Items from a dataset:
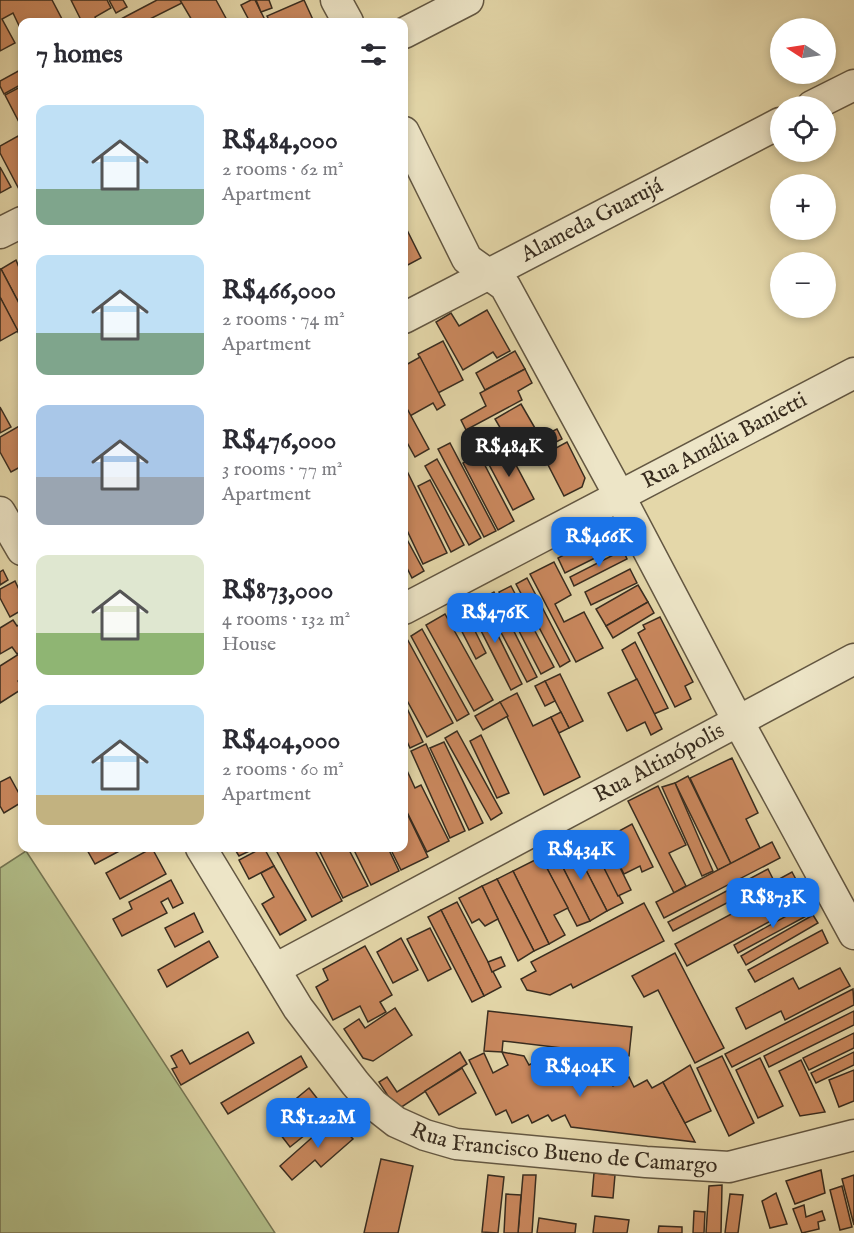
<!DOCTYPE html>
<meta charset="utf-8">
<style>
body{margin:0;font-family:"IM FELL English",serif;background:#f2f2f3;color:#2b2b33;height:100vh;display:flex;flex-direction:column;font-size:22px;white-space:nowrap}
*{box-sizing:border-box;margin:0}
p{font-size:20px;color:#7c7c81}
.icon{flex:none;width:33px;height:33px;fill:none;stroke:currentColor;stroke-width:2;stroke-linecap:round;stroke-linejoin:round}
.map{position:relative;flex:1;overflow:hidden}
.drawer{position:absolute;left:18px;top:18px;width:390px;height:834px;display:flex;flex-direction:column;background:#fff;border-radius:12px;box-shadow:0 3px 9px #0003}
.drawer>*{flex:none}
.needle{width:39px;rotate:282deg}
.tools{position:absolute;left:770px;top:18px;display:grid;gap:12px}
.tools a{display:grid;place-items:center;width:66px;height:66px;border-radius:50%;background:#fff;box-shadow:0 3px 9px #0003;font-size:30px}
.price{position:absolute;translate:-50% -51px;padding:0 14px;border-radius:12px;background:#1a73e8;color:#fff;font-size:20px;line-height:39px;filter:drop-shadow(0 2px 3px #0008)}
.price::after{content:'';position:absolute;left:50%;top:36px;width:18px;height:14px;margin-left:-9px;background:inherit;clip-path:polygon(0 0,100% 0,50% 100%)}
.price.selected{background:#222;color:#fff}
ul{padding:0;list-style:none}
li{display:flex;align-items:center;gap:18px;height:150px;padding:0 18px}
li span{display:grid;place-items:center;flex:none;width:168px;height:120px;border-radius:12px;color:#555}
li>.icon{margin-inline-start:auto}
span .icon{width:72px;height:72px;fill:#fffc;stroke-width:1}
li b{font-size:26px}
h2{display:flex;justify-content:space-between;align-items:center;height:72px;padding:0 18px;font-size:26px}
.map>svg:first-child{display:block}
.green{fill:#b2bf8a;stroke:#757654;stroke-width:1.5}
.building{fill:#ca885e;stroke:#382c1f;stroke-width:1.5}
.lines{fill:none;stroke-linecap:round;stroke-linejoin:round}
.minor-casing{stroke:#635742;stroke-width:33}
.minor{stroke:#ede5c7;stroke-width:30}
.labels{text-anchor:middle;dominant-baseline:central;stroke-width:5;stroke-linejoin:round;paint-order:stroke}
.street-label{font-size:22px;fill:#382c1f;stroke:#ede5c7}
</style>
<div class="map">
<svg width="854" height="1233" viewBox="0 0 854 1233">
<rect width="100%" height="100%" fill="#e4d7a9"/>
<filter id="stains"><feTurbulence type="fractalNoise" baseFrequency=".00333" numOctaves="4"/><feColorMatrix values="0 0 0 0 .2 0 0 0 0 .09 0 0 0 0 .02 0 0 0 .5 -.17"/></filter>
<radialGradient id="worn" r=".72"><stop offset=".6" stop-color="#630" stop-opacity="0"/><stop offset="1" stop-color="#630" stop-opacity=".3"/></radialGradient>
<path class="green" d="M26,851l249,382h-275v-365z"/>
<g class="building">
<path d="M0,0h52l11,21 -2,1h-39v10l-9,-19 -11,6 13,24 -15,8z"/>
<path d="M71,0h36l4,8 -16,9 2,5h-15z"/>
<path d="M109,0h14l4,7 -11,6z"/>
<path d="M157,0h23l2,3 -38,19h-23l-2,-2z"/>
<path d="M180,0h36l12,22h-35z"/>
<path d="M251,0h4l11,22h-16l-9,-17z"/>
<path d="M256,0h13l3,8 -11,4z"/>
<path d="M304,0l10,22h-44l-3,-6z"/>
<path d="M22,69v15l-18,10 -4,-8v-5z"/>
<path d="M22,86v42l-17,-33z"/>
<path d="M18,136l4,9v50l-22,-42v-7z"/>
<path d="M0,167l11,20 -11,6z"/>
<path d="M404,224l17,34 -17,9z"/>
<path d="M16,260l6,15v34l-21,-40z"/>
<path d="M0,269h1l21,40v31l-22,-43z"/>
<path d="M0,297l18,34 -18,10z"/>
<path d="M487,310l23,41 -13,7 -4,-6 -30,18 -27,-48 15,-9 8,13z"/>
<path d="M443,341l20,39 -25,13 -20,-39z"/>
<path d="M515,351l10,18 -40,21 -9,-17z"/>
<path d="M420,357l25,48 -8,5 -4,-7 -23,13 -6,-13v-37z"/>
<path d="M525,369l7,14 -14,8 4,9 -56,30 -5,-10 25,-14 -6,-13z"/>
<path d="M404,403l25,46 -14,8 -11,-20z"/>
<path d="M521,404l18,31 -26,15 -18,-31z"/>
<path d="M0,407l11,20 -11,6z"/>
<path d="M21,425l1,2v39l-11,6 -11,-20v-15z"/>
<path d="M557,429l5,10 -46,24 -6,-11z"/>
<path d="M567,442l18,36 -3,9 -18,9 -21,-41z"/>
<path d="M450,443l46,88 -12,6 -46,-88z"/>
<path d="M506,446l28,53 -21,11 -28,-53z"/>
<path d="M479,454l35,67 -16,9 -35,-67z"/>
<path d="M437,459l44,79 -12,7 -44,-79z"/>
<path d="M406,469l41,84 -24,11 -19,-40v-54z"/>
<path d="M430,480l34,65 -13,7 -33,-66z"/>
<path d="M404,534l20,37 -12,7 -8,-16z"/>
<path d="M603,534l16,5 2,6 -56,28 -7,-15z"/>
<path d="M623,550l4,9 -53,27 -4,-9z"/>
<path d="M554,562l17,33 -16,9 9,18 20,-10 19,36 -27,14 -46,-88z"/>
<path d="M630,569l7,14 -46,22 -6,-13z"/>
<path d="M3,570l5,10 -8,5v-13z"/>
<path d="M527,578l43,83 -10,6 -44,-83z"/>
<path d="M15,581l7,15v14l-12,7 -10,-19v-9z"/>
<path d="M638,585l10,17 -42,24 -10,-17z"/>
<path d="M511,586l43,81 -13,7 -42,-82z"/>
<path d="M494,592l43,85 -10,5 -44,-84z"/>
<path d="M480,599l42,85 -11,6 -43,-85z"/>
<path d="M648,602l6,11 -41,25 -7,-12z"/>
<path d="M463,607l23,46 -10,6 -24,-47z"/>
<path d="M445,614l48,86 -19,11 -48,-86z"/>
<path d="M660,617l33,65 -8,4 6,13 -16,8 -37,-74 7,-4 -2,-4z"/>
<path d="M13,620l4,6 5,-3v27l-5,4 -5,-7 -12,7v-26z"/>
<path d="M422,629l47,85 -12,7 -46,-85z"/>
<path d="M405,635l48,88 -26,14 -23,-42v-59z"/>
<path d="M635,642l33,66 -14,6 -32,-64z"/>
<path d="M22,652v26l-4,3 4,8 -22,14v-37z"/>
<path d="M560,674l23,47 -14,7 -24,-47z"/>
<path d="M637,679l25,50 -11,6 -6,-13 -18,9 -19,-38z"/>
<path d="M545,681l10,20 -10,5 -10,-20z"/>
<path d="M517,693l16,33 18,-9 29,60 -36,18 -44,-93z"/>
<path d="M404,702l19,40 -13,6 -6,-13z"/>
<path d="M500,702l8,14 -25,14 -8,-14z"/>
<path d="M561,712l8,16 -10,5 -8,-16z"/>
<path d="M457,731l45,82 -11,7 -46,-82z"/>
<path d="M481,735l28,58 -12,5 -27,-57z"/>
<path d="M444,742l39,81 -14,7 -39,-82z"/>
<path d="M426,744l39,87 -15,7 -39,-87z"/>
<path d="M732,758l26,55 -12,6 14,29 -29,16 -41,-86z"/>
<path d="M404,764l11,24 6,-3 28,56 -22,11 -23,-46z"/>
<path d="M688,776l43,88 -13,6 -43,-87z"/>
<path d="M10,777l12,22v3l-18,11 -4,-7v-24z"/>
<path d="M675,783l38,88 -11,5 -40,-89z"/>
<path d="M658,786l28,59 -17,8 17,33 -12,7 -46,-92z"/>
<path d="M404,807l24,50 -27,13 -11,-22h14z"/>
<path d="M632,824l21,43 -11,5 -2,-6 -16,8 -18,-36z"/>
<path d="M586,833l37,70 -16,8 -36,-70z"/>
<path d="M603,833l28,57 -13,6 -28,-56z"/>
<path d="M571,841l36,70 -17,10 -36,-71z"/>
<path d="M772,842l8,16 -116,60 -8,-16z"/>
<path d="M86,848h39l-30,16z"/>
<path d="M152,848l14,26 -46,25 -14,-26z"/>
<path d="M234,848h22l-17,8z"/>
<path d="M262,848h2l10,18 -25,13 -10,-19z"/>
<path d="M275,848h39l28,53 -30,16z"/>
<path d="M318,848h30l20,38 -25,12z"/>
<path d="M353,848h35l11,23 -28,14z"/>
<path d="M554,850l36,71 -13,5 -36,-69z"/>
<path d="M541,857l27,51 -14,7 11,20 -16,9 -36,-73z"/>
<path d="M274,866l32,54 -26,15 -18,-31 12,-7 -13,-24z"/>
<path d="M768,869l5,10 -100,52 -5,-9z"/>
<path d="M513,871l36,73 -15,7 -37,-72z"/>
<path d="M792,872l7,13 -15,8 9,16 -106,57 -12,-22 64,-34 -4,-7z"/>
<path d="M497,879l37,72 -16,10 -36,-75z"/>
<path d="M171,880l12,23 -10,5 -5,-10 -7,4 6,11 -45,23 -9,-17 19,-10 -3,-7z"/>
<path d="M482,886l16,33 -13,7 -6,-7 -7,4 -13,-25z"/>
<path d="M457,902l44,85 -17,9 -43,-86z"/>
<path d="M644,903l20,38 -91,47 -2,-4 -21,11 -23,-5 -6,-11 15,-8 -5,-9z"/>
<path d="M808,904l2,10 -72,39 -4,-8z"/>
<path d="M441,910l43,86 -12,6 -44,-85z"/>
<path d="M194,913l9,19 -28,15 -10,-19z"/>
<path d="M813,915l5,8 -72,42 -5,-9z"/>
<path d="M430,928l21,41 -23,12 -21,-42z"/>
<path d="M822,930l6,13 -73,39 -7,-12z"/>
<path d="M401,938l17,32 -25,13 -16,-31z"/>
<path d="M209,941l9,16 -51,30 -9,-17z"/>
<path d="M365,946l27,49 -12,7 6,10 -18,10 -8,-16 -27,14 -17,-33 12,-7 -5,-11z"/>
<path d="M675,953l49,95 -29,15 -37,-73 -14,7 -12,-21z"/>
<path d="M501,957l4,9 -13,6 -4,-10z"/>
<path d="M840,968l10,18 -65,34 -4,-9 -35,18 -10,-21 57,-30 6,11z"/>
<path d="M853,989l1,16 -122,62 -7,-13z"/>
<path d="M395,1008l17,27 -39,26 -10,-3 -19,-29 15,-10 6,9z"/>
<path d="M488,1011l144,16 -3,29 -126,-15 -1,11 -18,-1z"/>
<path d="M854,1011v14l-85,42 -5,-11z"/>
<path d="M248,1032l6,11 -73,42 -9,-16 5,-2 -6,-11 11,-6 8,14z"/>
<path d="M854,1033v15l-45,22 -6,-12z"/>
<path d="M460,1052l7,12 -70,46 -18,-28 8,-5 10,15z"/>
<path d="M502,1052l22,4 5,9 13,-7 5,11 14,-8 6,11 15,-8 6,6 13,-7 12,23 16,-9 5,10 13,-7 5,8 11,-6 32,60 -124,-15 -6,-12 -13,6 -4,-6 -16,8 -4,-8 -16,8 -6,-13 -10,5 -27,-55 15,-7 9,20 15,-8z"/>
<path d="M854,1052v13l-38,18 -5,-10z"/>
<path d="M301,1056l6,11 -79,47 -7,-11z"/>
<path d="M722,1056l32,67 -25,13 -32,-68z"/>
<path d="M760,1058l23,48 -25,12 -22,-48z"/>
<path d="M801,1060l24,52 -25,4 -21,-45z"/>
<path d="M690,1065l21,46 -26,12 -22,-41z"/>
<path d="M462,1068l14,25 -37,22 -14,-24z"/>
<path d="M854,1070v31l-15,6 -10,-27z"/>
<path d="M309,1088l21,27 -40,32 -13,-17 21,-17 -7,-10z"/>
<path d="M334,1118l19,21 -32,28 -6,-7 -23,20 -12,-14z"/>
<path d="M381,1159l32,7 -15,67h-34z"/>
<path d="M821,1170l4,23 -30,11 -9,-23z"/>
<path d="M594,1173l21,2 -2,23 -21,-2z"/>
<path d="M488,1175l16,2 -6,56 -16,-1z"/>
<path d="M523,1175h13l-4,58h-14z"/>
<path d="M854,1175v50l-12,-46z"/>
<path d="M722,1185l-1,48h-15l3,-47z"/>
<path d="M842,1186l10,41 -12,3 -10,-40z"/>
<path d="M776,1193l11,31 -17,4 -8,-27z"/>
<path d="M506,1194l15,1 -3,38h-14z"/>
<path d="M730,1194l13,1 -5,38h-13z"/>
<path d="M804,1205l2,12 16,-6 3,9 -7,2 1,7 -17,4 -9,-24z"/>
<path d="M694,1211l11,1 -1,21h-11z"/>
<path d="M595,1216l34,4 -2,13h-34z"/>
<path d="M539,1218l37,6 -1,9h-38z"/>
<path d="M659,1226l23,1v6h-24z"/>
</g>
<g class="lines">
<defs>
<g id="minor">
<path d="M336,0l12,22"/>
<path d="M404,33l64,-33"/>
<path d="M812,106l42,-21"/>
<path d="M404,132l63,127 38,27 114,209 119,226 116,213"/>
<path d="M0,233l22,-11"/>
<path id="s1" d="M404,318l376,-195"/>
<path d="M0,512l22,38"/>
<path id="s2" d="M404,609l450,-236"/>
<path id="s3" d="M201,848l97,160 57,75 18,21 23,18 29,13 31,9 190,18 83,5 125,-32"/>
<path id="s4" d="M275,969l579,-310"/>
</g>
</defs>
<use href="#minor" class="minor-casing"/>
<use href="#minor" class="minor"/>
</g>
<g class="labels">
<g class="street-label">
<text stroke="none"><textPath href="#s1" startOffset="212">Alameda Guarujá</textPath></text>
<text stroke="none"><textPath href="#s2" startOffset="362">Rua Amália Banietti</textPath></text>
<text stroke="none"><textPath href="#s4" startOffset="436">Rua Altinópolis</textPath></text>
<text stroke="none"><textPath href="#s3" startOffset="510">Rua Francisco Bueno de Camargo</textPath></text>
</g>
</g>
<rect width="100%" height="100%" filter="url(#stains)"/>
<rect width="100%" height="100%" fill="url(#worn)"/>
</svg>
<div class="tools">
<a><svg class="needle" viewBox="-14 -14 28 28"><path d="M0-13l5 13h-10z" fill="#e53935"/><path d="M0 13l5-13h-10z" fill="#7c7c81"/></svg></a>
<a><svg class="icon" aria-label="locate" viewBox="0 0 24 24"><circle cx="12" cy="12" r="6"/><path d="M12 2v4M12 18v4M2 12h4M18 12h4"/></svg></a>
<a>+</a>
<a>−</a>
</div>
<b class="price selected" style="left:509px;top:478px">R$484K</b>
<b class="price" style="left:599px;top:568px">R$466K</b>
<b class="price" style="left:495px;top:644px">R$476K</b>
<b class="price" style="left:581px;top:881px">R$434K</b>
<b class="price" style="left:773px;top:929px">R$873K</b>
<b class="price" style="left:580px;top:1098px">R$404K</b>
<b class="price" style="left:318px;top:1149px">R$1.22M</b>
<section class="drawer">
<h2>7 homes<svg class="icon" aria-label="filters" viewBox="0 0 24 24"><path d="M4 7h16M4 17h16"/><circle cx="9" cy="7" r="2"/><circle cx="15" cy="17" r="2"/></svg></h2>
<ul>
<li><span style="background:linear-gradient(#bfe0f5 70%,#7fa58c 0)"><svg class="icon" aria-label="home" viewBox="0 0 24 24"><path d="M3 11l9-7 9 7M6 9v11h12V9"/></svg></span><div><b>R$484,000</b><p>2 rooms · 62 m²</p><p>Apartment</p></div></li>
<li><span style="background:linear-gradient(#bfe0f5 65%,#7fa58c 0)"><svg class="icon" aria-label="home" viewBox="0 0 24 24"><path d="M3 11l9-7 9 7M6 9v11h12V9"/></svg></span><div><b>R$466,000</b><p>2 rooms · 74 m²</p><p>Apartment</p></div></li>
<li><span style="background:linear-gradient(#a9c7e8 60%,#9aa5b1 0)"><svg class="icon" aria-label="home" viewBox="0 0 24 24"><path d="M3 11l9-7 9 7M6 9v11h12V9"/></svg></span><div><b>R$476,000</b><p>3 rooms · 77 m²</p><p>Apartment</p></div></li>
<li><span style="background:linear-gradient(#dfe7d0 65%,#8fb573 0)"><svg class="icon" aria-label="home" viewBox="0 0 24 24"><path d="M3 11l9-7 9 7M6 9v11h12V9"/></svg></span><div><b>R$873,000</b><p>4 rooms · 132 m²</p><p>House</p></div></li>
<li><span style="background:linear-gradient(#bfe0f5 75%,#c2b280 0)"><svg class="icon" aria-label="home" viewBox="0 0 24 24"><path d="M3 11l9-7 9 7M6 9v11h12V9"/></svg></span><div><b>R$404,000</b><p>2 rooms · 60 m²</p><p>Apartment</p></div></li>
</ul>
</section>
</div>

Required action: Which lines above include the string "font"? Show them.

Result:
body{margin:0;font-family:"IM FELL English",serif;background:#f2f2f3;color:#2b2b33;height:100vh;display:flex;flex-direction:column;font-size:22px;white-space:nowrap}
p{font-size:20px;color:#7c7c81}
.tools a{display:grid;place-items:center;width:66px;height:66px;border-radius:50%;background:#fff;box-shadow:0 3px 9px #0003;font-size:30px}
.price{position:absolute;translate:-50% -51px;padding:0 14px;border-radius:12px;background:#1a73e8;color:#fff;font-size:20px;line-height:39px;filter:drop-shadow(0 2px 3px #0008)}
li b{font-size:26px}
h2{display:flex;justify-content:space-between;align-items:center;height:72px;padding:0 18px;font-size:26px}
.street-label{font-size:22px;fill:#382c1f;stroke:#ede5c7}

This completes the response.